- Born: Romilly Dauphin Newman March 6, 1998 (age 28) New York City, U.S.
- Citizenship: United States; France;
- Education: New York University (dropped out) Le Cordon Bleu, Paris
- Occupations: Chef; social media personality; food stylist;
- Relatives: Peter Newman (father); James Newman (brother); Griffin Newman (brother); Marc Brandel (maternal grandfather); Claude Dauphin (maternal step-grandfather); J. D. Beresford (maternal great-grandfather); Elizabeth Beresford (great-aunt);
- Website: romillynewman.com

= Romilly Newman =

American chef, social media personality, and food stylist

Romilly Dauphin Newman (born March 6, 1998) is an American chef, social media personality, and food stylist. She was referred to as the "Gen-Z Martha Stewart" by Town & Country magazine.

== Life ==
Newman was born March 6, 1998, in New York City, the youngest of three children, to Peter Ross Newman, a film producer, and Antonia Beresford Dauphin, an actress.
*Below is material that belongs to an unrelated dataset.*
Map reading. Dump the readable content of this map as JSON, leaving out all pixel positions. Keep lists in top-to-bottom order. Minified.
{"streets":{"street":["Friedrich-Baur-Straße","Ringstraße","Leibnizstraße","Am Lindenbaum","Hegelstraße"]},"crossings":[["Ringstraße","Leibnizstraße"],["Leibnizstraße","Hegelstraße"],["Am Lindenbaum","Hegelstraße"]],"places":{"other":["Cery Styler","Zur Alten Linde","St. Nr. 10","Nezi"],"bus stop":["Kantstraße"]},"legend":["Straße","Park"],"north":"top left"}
She grew up in Greenwich Village and was educated at Saint Ann's School in Brooklyn, then attended New York University for one year, followed by culinary training at Le Cordon-Bleu, Paris. As of 2023, Newman was living in Cobble Hill, Brooklyn.

Her two elder brothers are Griffin and James Newman, both of whom have worked as actors. An aunt, Tara Brandel, is a choreographer in Ireland,
while another, Shaena Brandel, is a circus performer and teacher.